> How to complete this task
Would you mind restating all of the records word for word, skipping the pictures?

> Material supplied
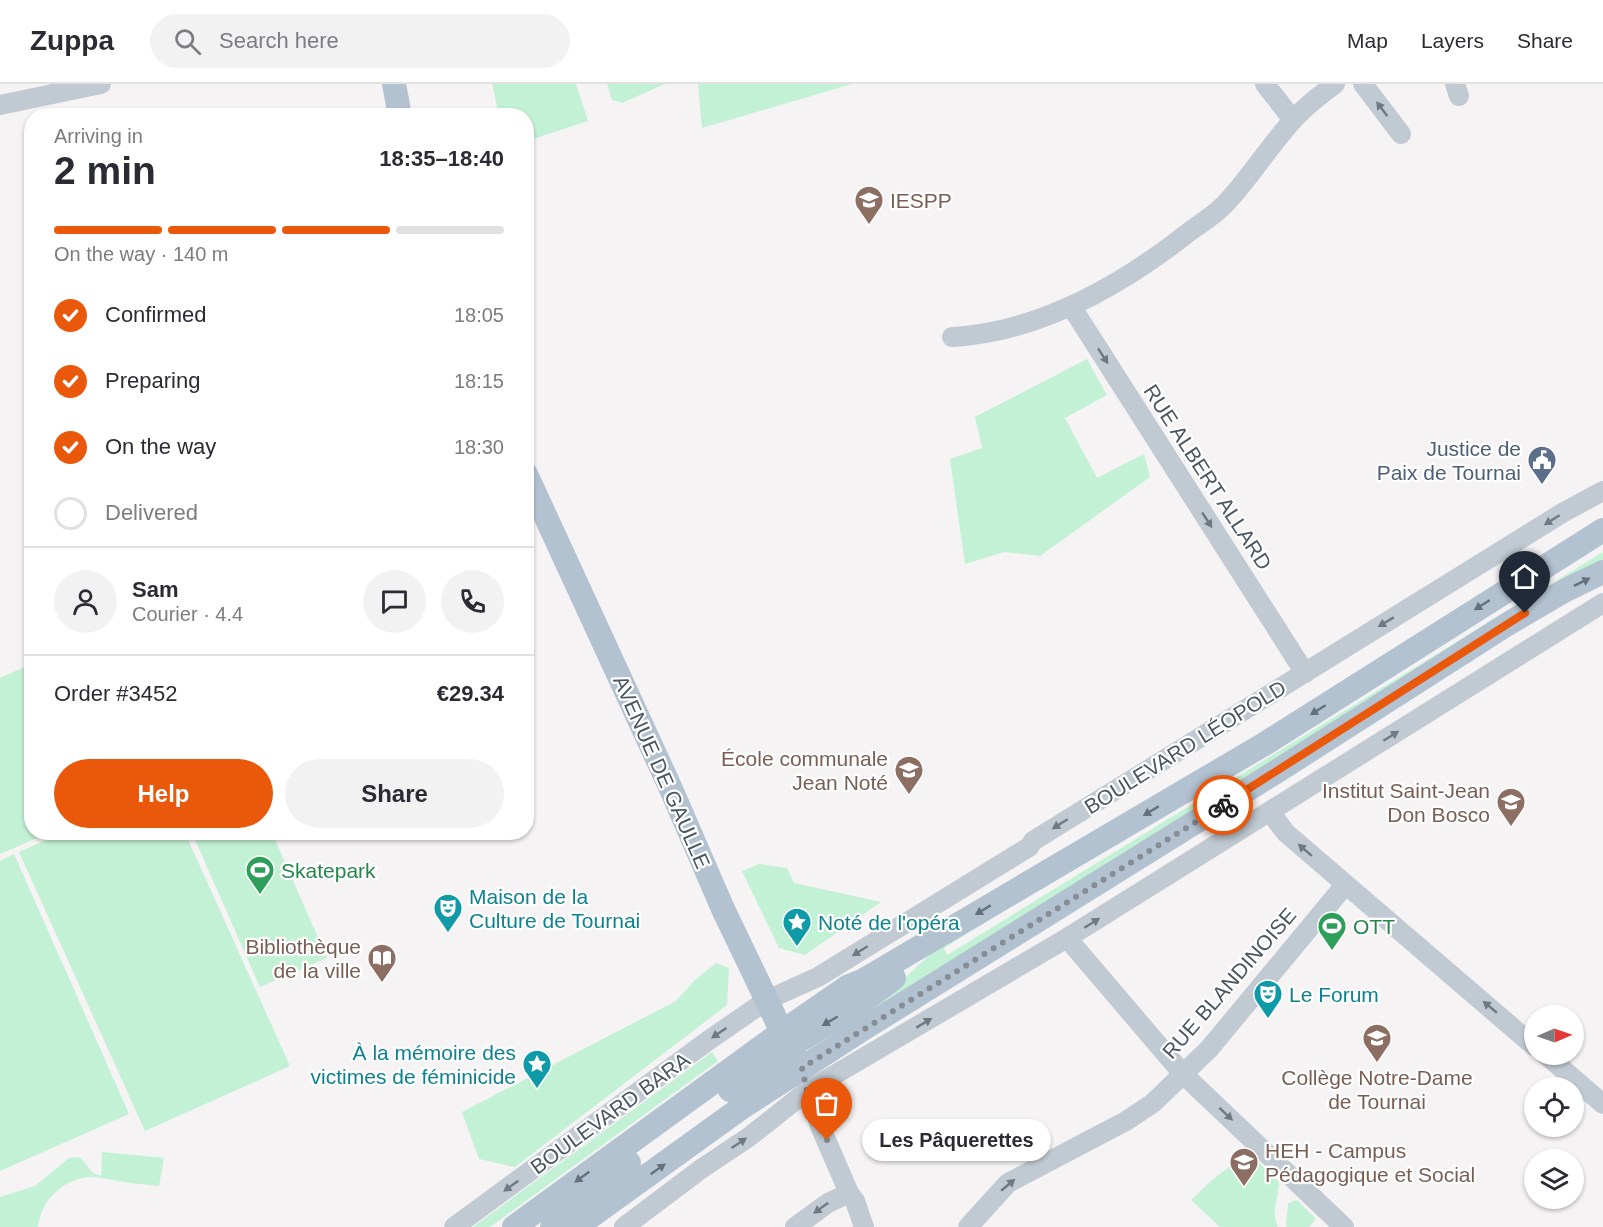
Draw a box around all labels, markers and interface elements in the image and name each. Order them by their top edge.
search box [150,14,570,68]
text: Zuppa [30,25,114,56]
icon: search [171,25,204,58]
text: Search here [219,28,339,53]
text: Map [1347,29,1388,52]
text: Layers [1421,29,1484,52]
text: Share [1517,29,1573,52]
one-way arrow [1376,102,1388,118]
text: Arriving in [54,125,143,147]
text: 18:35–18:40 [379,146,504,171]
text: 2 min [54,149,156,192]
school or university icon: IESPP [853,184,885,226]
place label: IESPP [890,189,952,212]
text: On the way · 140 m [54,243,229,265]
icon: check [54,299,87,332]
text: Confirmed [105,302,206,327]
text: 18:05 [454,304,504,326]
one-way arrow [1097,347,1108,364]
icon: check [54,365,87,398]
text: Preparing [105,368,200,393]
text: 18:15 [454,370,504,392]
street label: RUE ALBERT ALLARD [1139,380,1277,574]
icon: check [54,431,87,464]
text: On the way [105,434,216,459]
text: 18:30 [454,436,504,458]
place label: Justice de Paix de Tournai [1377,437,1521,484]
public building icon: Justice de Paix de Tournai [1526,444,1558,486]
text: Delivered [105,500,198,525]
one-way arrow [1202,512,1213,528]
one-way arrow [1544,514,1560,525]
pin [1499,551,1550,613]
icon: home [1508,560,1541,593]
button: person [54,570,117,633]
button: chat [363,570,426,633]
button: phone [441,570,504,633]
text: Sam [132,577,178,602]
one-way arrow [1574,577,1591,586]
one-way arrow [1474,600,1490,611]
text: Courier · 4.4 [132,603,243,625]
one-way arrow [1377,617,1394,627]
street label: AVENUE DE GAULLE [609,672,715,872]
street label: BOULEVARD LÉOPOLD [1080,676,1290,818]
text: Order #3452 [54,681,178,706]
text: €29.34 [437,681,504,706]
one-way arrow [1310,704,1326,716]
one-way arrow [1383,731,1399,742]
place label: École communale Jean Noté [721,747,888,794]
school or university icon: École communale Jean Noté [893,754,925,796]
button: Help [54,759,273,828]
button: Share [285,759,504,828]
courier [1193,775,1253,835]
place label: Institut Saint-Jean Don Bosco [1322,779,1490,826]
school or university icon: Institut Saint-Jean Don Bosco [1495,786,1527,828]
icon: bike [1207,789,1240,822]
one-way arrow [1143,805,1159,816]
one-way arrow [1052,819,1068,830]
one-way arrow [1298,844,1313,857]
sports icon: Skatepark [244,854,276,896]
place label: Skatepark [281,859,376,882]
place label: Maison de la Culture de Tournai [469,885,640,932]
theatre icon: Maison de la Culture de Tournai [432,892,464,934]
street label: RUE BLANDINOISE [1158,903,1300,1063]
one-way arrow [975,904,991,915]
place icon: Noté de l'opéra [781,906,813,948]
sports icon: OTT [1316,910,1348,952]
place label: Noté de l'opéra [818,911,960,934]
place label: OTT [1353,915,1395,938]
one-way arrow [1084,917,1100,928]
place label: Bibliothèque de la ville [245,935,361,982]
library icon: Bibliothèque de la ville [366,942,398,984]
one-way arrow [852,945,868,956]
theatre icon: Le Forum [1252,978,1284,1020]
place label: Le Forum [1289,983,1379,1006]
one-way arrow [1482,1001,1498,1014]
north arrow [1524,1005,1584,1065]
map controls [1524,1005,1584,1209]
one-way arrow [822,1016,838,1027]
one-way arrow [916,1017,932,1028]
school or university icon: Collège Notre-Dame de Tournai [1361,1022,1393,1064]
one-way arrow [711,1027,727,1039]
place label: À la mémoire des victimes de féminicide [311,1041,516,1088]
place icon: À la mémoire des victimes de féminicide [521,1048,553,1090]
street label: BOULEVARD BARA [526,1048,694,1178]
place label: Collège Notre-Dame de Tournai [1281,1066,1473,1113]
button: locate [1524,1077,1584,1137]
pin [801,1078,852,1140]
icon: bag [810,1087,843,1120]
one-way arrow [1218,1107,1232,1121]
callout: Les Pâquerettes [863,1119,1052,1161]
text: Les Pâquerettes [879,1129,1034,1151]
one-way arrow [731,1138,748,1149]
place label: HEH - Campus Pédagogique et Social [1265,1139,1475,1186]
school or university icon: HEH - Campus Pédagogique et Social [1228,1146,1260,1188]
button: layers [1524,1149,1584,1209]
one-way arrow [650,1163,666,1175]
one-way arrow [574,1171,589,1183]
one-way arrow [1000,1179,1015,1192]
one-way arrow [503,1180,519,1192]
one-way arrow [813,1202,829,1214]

> Written response
Draw a box around all labels, markers and interface elements in the image and name each. Order them by their top edge.
search box [150,14,570,68]
text: Zuppa [30,25,114,56]
icon: search [171,25,204,58]
text: Search here [219,28,339,53]
text: Map [1347,29,1388,52]
text: Layers [1421,29,1484,52]
text: Share [1517,29,1573,52]
one-way arrow [1376,102,1388,118]
text: Arriving in [54,125,143,147]
text: 18:35–18:40 [379,146,504,171]
text: 2 min [54,149,156,192]
school or university icon: IESPP [853,184,885,226]
place label: IESPP [890,189,952,212]
text: On the way · 140 m [54,243,229,265]
icon: check [54,299,87,332]
text: Confirmed [105,302,206,327]
text: 18:05 [454,304,504,326]
one-way arrow [1097,347,1108,364]
icon: check [54,365,87,398]
text: Preparing [105,368,200,393]
text: 18:15 [454,370,504,392]
street label: RUE ALBERT ALLARD [1139,380,1277,574]
icon: check [54,431,87,464]
text: On the way [105,434,216,459]
text: 18:30 [454,436,504,458]
place label: Justice de Paix de Tournai [1377,437,1521,484]
public building icon: Justice de Paix de Tournai [1526,444,1558,486]
text: Delivered [105,500,198,525]
one-way arrow [1202,512,1213,528]
one-way arrow [1544,514,1560,525]
pin [1499,551,1550,613]
icon: home [1508,560,1541,593]
button: person [54,570,117,633]
button: chat [363,570,426,633]
button: phone [441,570,504,633]
text: Sam [132,577,178,602]
one-way arrow [1574,577,1591,586]
one-way arrow [1474,600,1490,611]
text: Courier · 4.4 [132,603,243,625]
one-way arrow [1377,617,1394,627]
street label: AVENUE DE GAULLE [609,672,715,872]
street label: BOULEVARD LÉOPOLD [1080,676,1290,818]
text: Order #3452 [54,681,178,706]
text: €29.34 [437,681,504,706]
one-way arrow [1310,704,1326,716]
one-way arrow [1383,731,1399,742]
place label: École communale Jean Noté [721,747,888,794]
school or university icon: École communale Jean Noté [893,754,925,796]
button: Help [54,759,273,828]
button: Share [285,759,504,828]
courier [1193,775,1253,835]
place label: Institut Saint-Jean Don Bosco [1322,779,1490,826]
school or university icon: Institut Saint-Jean Don Bosco [1495,786,1527,828]
icon: bike [1207,789,1240,822]
one-way arrow [1143,805,1159,816]
one-way arrow [1052,819,1068,830]
one-way arrow [1298,844,1313,857]
sports icon: Skatepark [244,854,276,896]
place label: Skatepark [281,859,376,882]
place label: Maison de la Culture de Tournai [469,885,640,932]
theatre icon: Maison de la Culture de Tournai [432,892,464,934]
street label: RUE BLANDINOISE [1158,903,1300,1063]
one-way arrow [975,904,991,915]
place icon: Noté de l'opéra [781,906,813,948]
sports icon: OTT [1316,910,1348,952]
place label: Noté de l'opéra [818,911,960,934]
place label: OTT [1353,915,1395,938]
one-way arrow [1084,917,1100,928]
place label: Bibliothèque de la ville [245,935,361,982]
library icon: Bibliothèque de la ville [366,942,398,984]
one-way arrow [852,945,868,956]
theatre icon: Le Forum [1252,978,1284,1020]
place label: Le Forum [1289,983,1379,1006]
one-way arrow [1482,1001,1498,1014]
north arrow [1524,1005,1584,1065]
map controls [1524,1005,1584,1209]
one-way arrow [822,1016,838,1027]
one-way arrow [916,1017,932,1028]
school or university icon: Collège Notre-Dame de Tournai [1361,1022,1393,1064]
one-way arrow [711,1027,727,1039]
place label: À la mémoire des victimes de féminicide [311,1041,516,1088]
place icon: À la mémoire des victimes de féminicide [521,1048,553,1090]
street label: BOULEVARD BARA [526,1048,694,1178]
place label: Collège Notre-Dame de Tournai [1281,1066,1473,1113]
button: locate [1524,1077,1584,1137]
pin [801,1078,852,1140]
icon: bag [810,1087,843,1120]
one-way arrow [1218,1107,1232,1121]
callout: Les Pâquerettes [863,1119,1052,1161]
text: Les Pâquerettes [879,1129,1034,1151]
one-way arrow [731,1138,748,1149]
place label: HEH - Campus Pédagogique et Social [1265,1139,1475,1186]
school or university icon: HEH - Campus Pédagogique et Social [1228,1146,1260,1188]
button: layers [1524,1149,1584,1209]
one-way arrow [650,1163,666,1175]
one-way arrow [574,1171,589,1183]
one-way arrow [1000,1179,1015,1192]
one-way arrow [503,1180,519,1192]
one-way arrow [813,1202,829,1214]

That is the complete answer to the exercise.